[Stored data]

◇ ◇ ◇ ◇ ◇

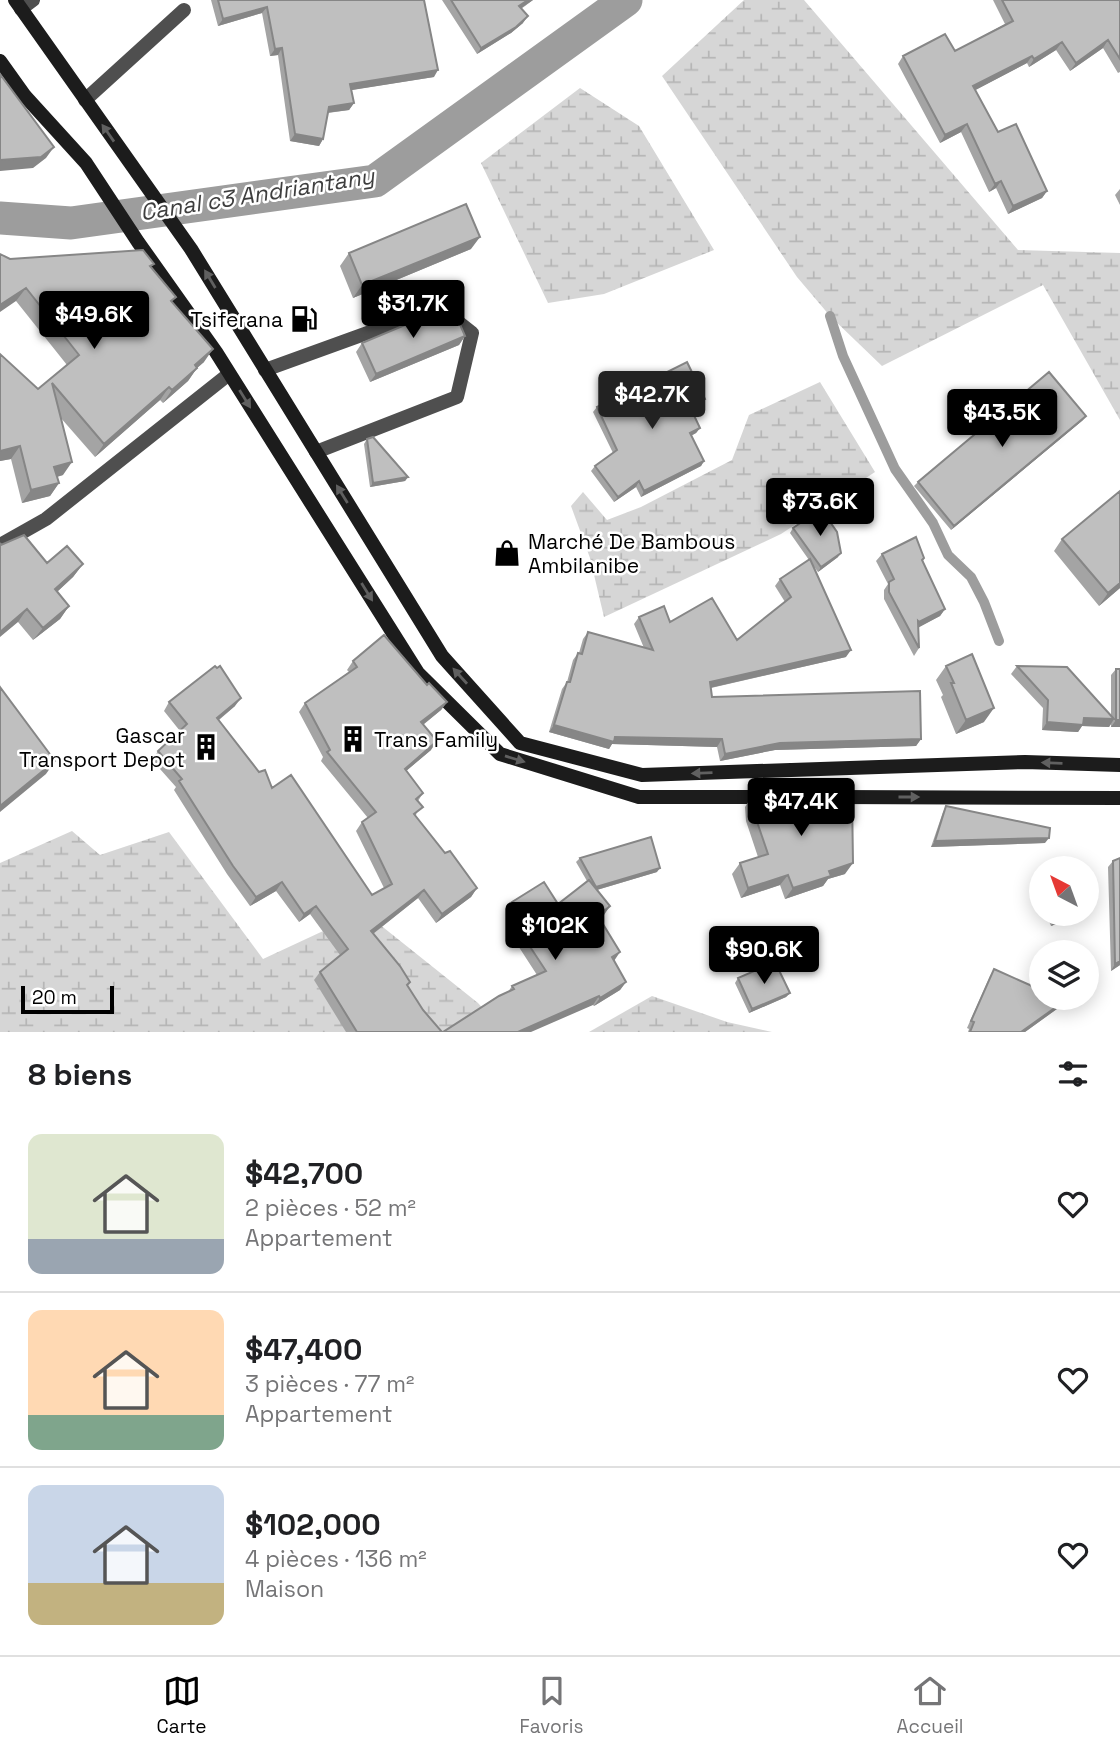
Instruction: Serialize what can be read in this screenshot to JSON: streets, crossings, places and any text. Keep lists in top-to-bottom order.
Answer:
{
  "water": ["Canal c3 Andriantany"],
  "places": {
    "fuel station": ["Tsiferana"],
    "shop": ["Marché De Bambous Ambilanibe"],
    "building": ["Trans Family", "Gascar Transport Depot"]
  },
  "scale_bar": "20 m",
  "north": "top left",
  "page": {
    "price": [
      "$31.7K",
      "$49.6K",
      "$42.7K",
      "$43.5K",
      "$73.6K",
      "$47.4K",
      "$102K",
      "$90.6K"
    ],
    "scale": "20 m",
    "heading": "8 biens",
    "list": [
      {
        "name": "$42,700",
        "note": "2 pièces · 52 m² · Appartement"
      },
      {
        "name": "$47,400",
        "note": "3 pièces · 77 m² · Appartement"
      },
      {
        "name": "$102,000",
        "note": "4 pièces · 136 m² · Maison"
      }
    ],
    "tabs": ["Carte", "Favoris", "Accueil"]
  }
}
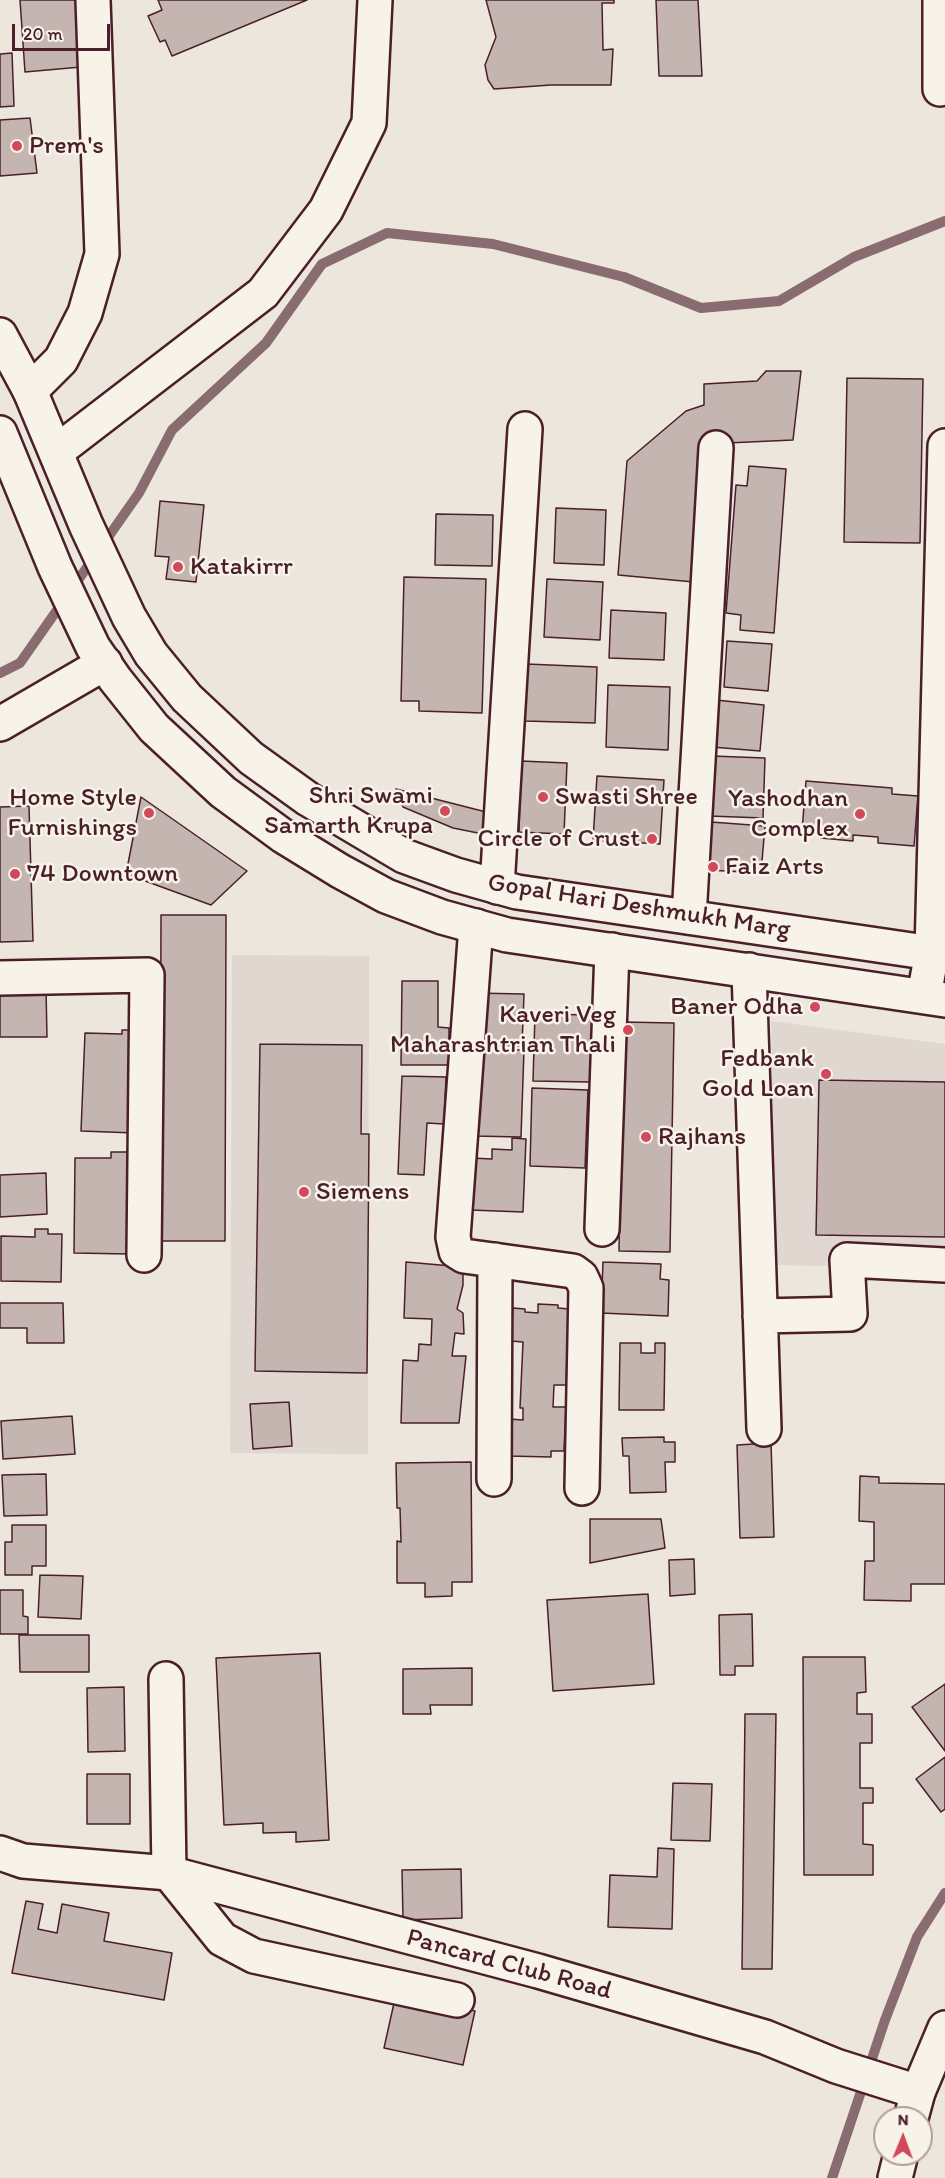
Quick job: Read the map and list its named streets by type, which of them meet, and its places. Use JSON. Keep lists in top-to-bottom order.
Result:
{
  "streets": {
    "street": ["Gopal Hari Deshmukh Marg", "Pancard Club Road"]
  },
  "places": [
    "Prem's",
    "Katakirrr",
    "Swasti Shree",
    "Shri Swami Samarth Krupa",
    "Home Style Furnishings",
    "Yashodhan Complex",
    "Circle of Crust",
    "Faiz Arts",
    "74 Downtown",
    "Baner Odha",
    "Kaveri Veg Maharashtrian Thali",
    "Fedbank Gold Loan",
    "Rajhans",
    "Siemens"
  ],
  "scale_bar": "20 m",
  "north": "top"
}
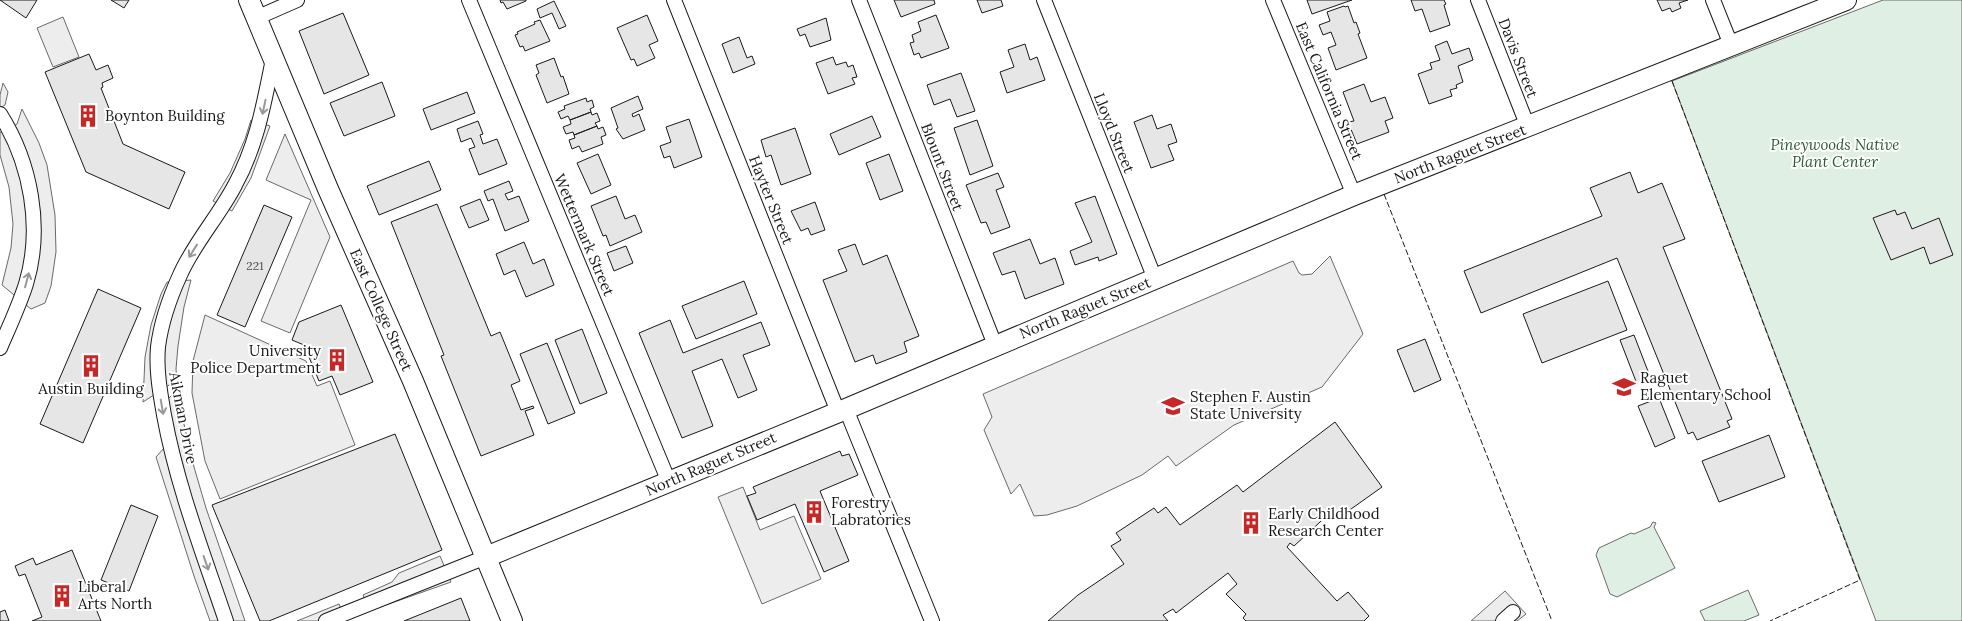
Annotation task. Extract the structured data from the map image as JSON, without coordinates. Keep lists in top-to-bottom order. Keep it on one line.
{"streets":{"street":["Davis Street","East California Street","Lloyd Street","North Raguet Street","Blount Street","Hayter Street","Wettermark Street","East College Street","Aikman Drive"]},"crossings":[["Davis Street","North Raguet Street"],["East California Street","North Raguet Street"],["Lloyd Street","North Raguet Street"],["North Raguet Street","Blount Street"],["North Raguet Street","Hayter Street"],["North Raguet Street","Wettermark Street"],["North Raguet Street","East College Street"],["East College Street","Aikman Drive"]],"one_way":["Aikman Drive"],"parks":["Pineywoods Native Plant Center"],"places":{"building":["Boynton Building","University Police Department","Austin Building","Forestry Labratories","Early Childhood Research Center","Liberal Arts North"],"school or university":["Raguet Elementary School","Stephen F. Austin State University"]},"house_numbers":["221"]}
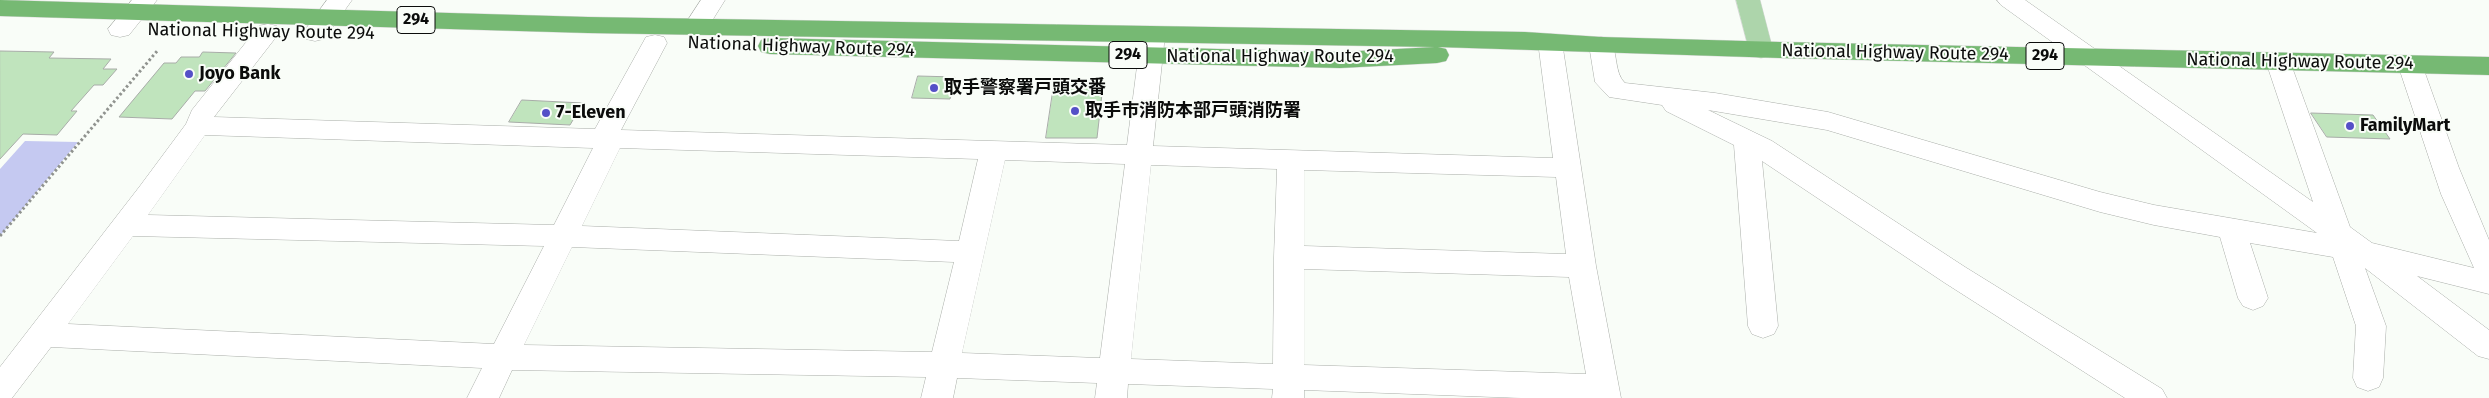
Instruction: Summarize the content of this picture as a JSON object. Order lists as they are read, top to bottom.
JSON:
{
  "streets": {
    "highway": ["294", "National Highway Route 294"]
  },
  "places": [
    "Joyo Bank",
    "取手警察署戸頭交番",
    "取手市消防本部戸頭消防署",
    "7-Eleven",
    "FamilyMart"
  ]
}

◇ ◇ ◇ ◇ ◇

_WHAT TO PRODUCE_: All lines with the word "this" must be located in the data and copied.

_WRITTEN SOLUTION_:
Instruction: Serialize what can be read in this screenshot to JSON: streets, crossings, places and any text. Keep lists in top-to-bottom order.
Instruction: Summarize the content of this picture as a JSON object. Order lists as they are read, top to bottom.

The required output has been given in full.